5 Significant Influences

My last post on 5 significant events had me further reflecting this week.  What 5 significant events or people have influenced me as an educator?  How neat would it be to do this in a room full of educators and see what commonalities come out?  What would that say about where we are in education?

Here are mine:

1. My husband.

He’s a great influence in helping me understand the kids in my class that just didn’t want to be there.  Peter didn’t like everything about school. He’s a smart and opinionated guy who loves to read and is a model life-long learner.  For example, he has built his own motorcycle, learned to play the bagpipes, and is now learning about beekeeping.  He is a person who talks the talk and walks the walk by backing up what he says with action.  He’s a critical thinker with an extremely well developed BS meter.  Sometimes I fall for the BS and he’s good at calling me out on it!  Next, he would like to learn French which is music to this French teacher’s ears…

Knowing Peter makes me think about how to reach kids like he was.  How can you engage them and make school better for them?

2. (Almost failing) an exam and almost not getting into teacher’s college.

I went to the University of Ottawa for teacher’s college.  I was in the French First Language program and found out when I got there that I had only passed the French entrance exam by a half a point with 8.5 out of 16.  This came as a shock to this French Literature graduate.  Because I didn’t get 13 out of 16, I was assigned an extra grammar course and scared out of my wits.  If I didn’t pass the same exam twice with 13 out of 16, they made it clear that I would not get my degree.  I looked around my classroom and I was the most anglophone.  If the French people from Quebec sitting around me couldn’t pass, how would I?  The exam was tough – 40 blanks in sentences testing all of the toughest French grammar exception rules.  Plus a 400 hundred word essay.  Four points out of sixteen were just having an essay between 390 and 410 words.  So instead of checking your actual grammar, you mostly just counted words!  I think I cried for three weeks.  Then I got down to work.  I only made French friends, went to the French bars (hard work indeed), hired a tutor, read French books (Harry Potter in French!), listened to French tv etc.  And I did it… passed both exams!
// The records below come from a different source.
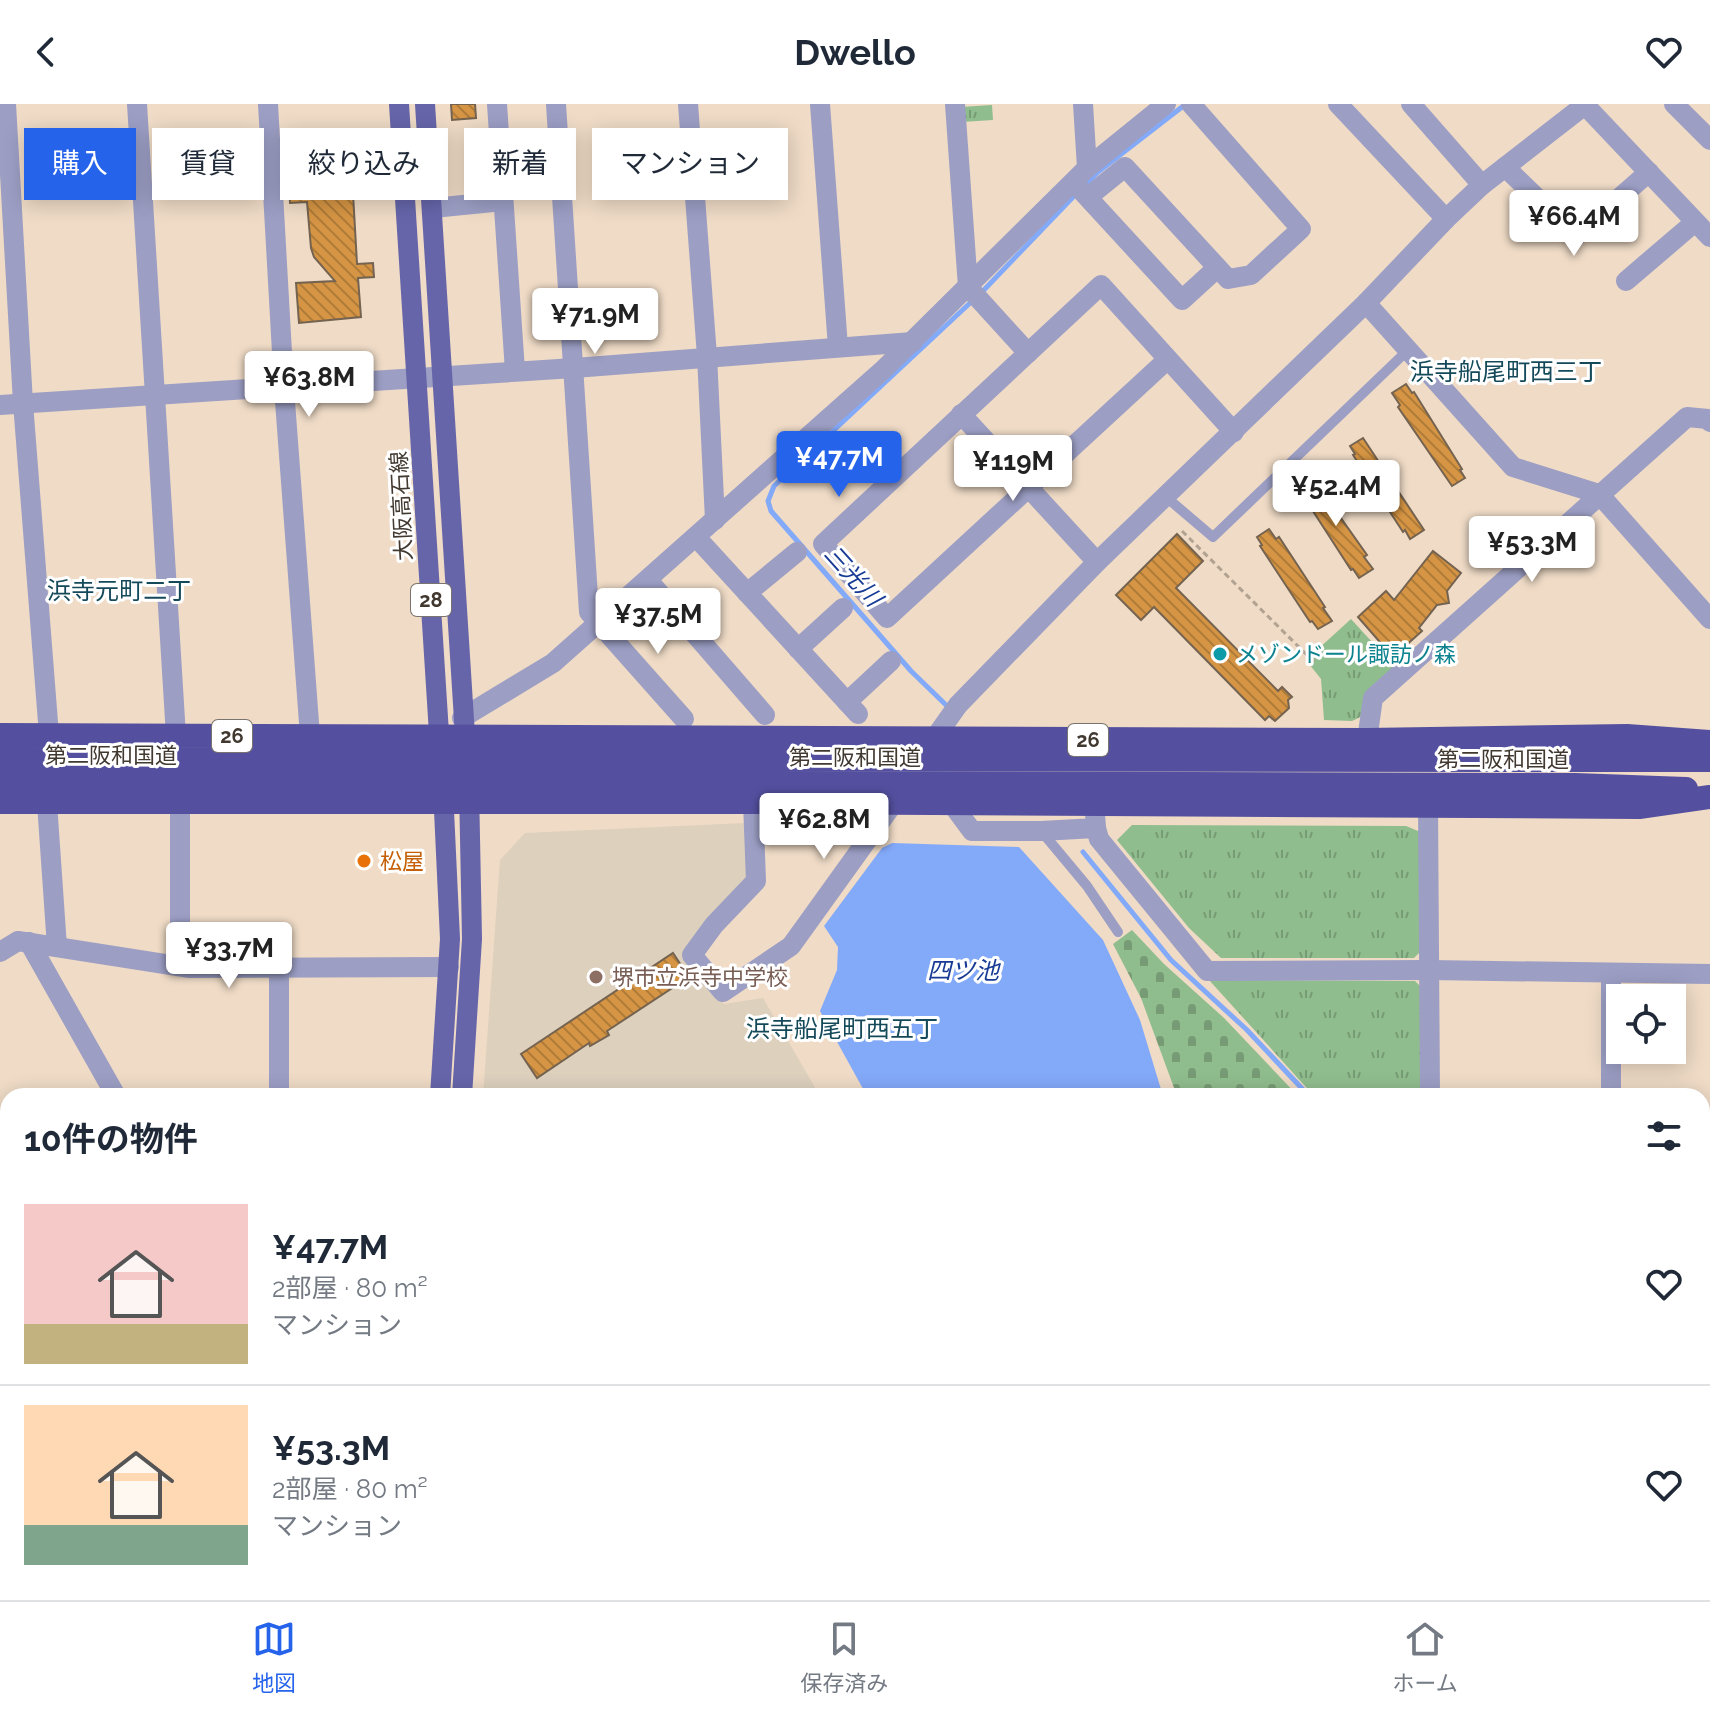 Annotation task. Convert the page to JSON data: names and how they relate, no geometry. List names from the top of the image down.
{
  "streets": {
    "highway": ["26", "第二阪和国道"],
    "main road": ["大阪高石線", "28"]
  },
  "crossings": [
    ["大阪高石線", "26"],
    ["28", "26"],
    ["26", "第二阪和国道"]
  ],
  "districts": ["浜寺船尾町西三丁", "浜寺元町二丁", "浜寺船尾町西五丁"],
  "water": ["三光川", "四ツ池"],
  "places": ["メゾンドール諏訪ノ森", "松屋", "堺市立浜寺中学校"],
  "page": {
    "header": "Dwello",
    "chip": [
      "購入",
      "賃貸",
      "絞り込み",
      "新着",
      "マンション"
    ],
    "price": [
      "¥66.4M",
      "¥71.9M",
      "¥63.8M",
      "¥47.7M",
      "¥119M",
      "¥52.4M",
      "¥53.3M",
      "¥37.5M",
      "¥62.8M",
      "¥33.7M"
    ],
    "heading": "10件の物件",
    "list": [
      {
        "name": "¥47.7M",
        "note": "2部屋 · 80 m² · マンション"
      },
      {
        "name": "¥53.3M",
        "note": "2部屋 · 80 m² · マンション"
      }
    ],
    "tabs": ["地図", "保存済み", "ホーム"]
  }
}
This experience makes me think about fair assessments and the lessons I learned from almost failing.  I have definitely had other failures that have taught me so much.  So, the whole action-oriented approach and goals of FSL learners to feel confident and to be able to use the language in real life strikes a chord with me.

3.  Great teachers that I had.

Mr. Nobes, Mrs. Wharton, M. Desjardins, Mme Beauchesne, Mr. Schofield, just to name a few.  I was lucky to have teachers that had high expectations but that were also caring.  They cared enough to ask me about my University plans, spending extra time making sure I understood fully, had great senses of humour and made learning fun and engaging.  They were my coaches and lead extra curricular activities too.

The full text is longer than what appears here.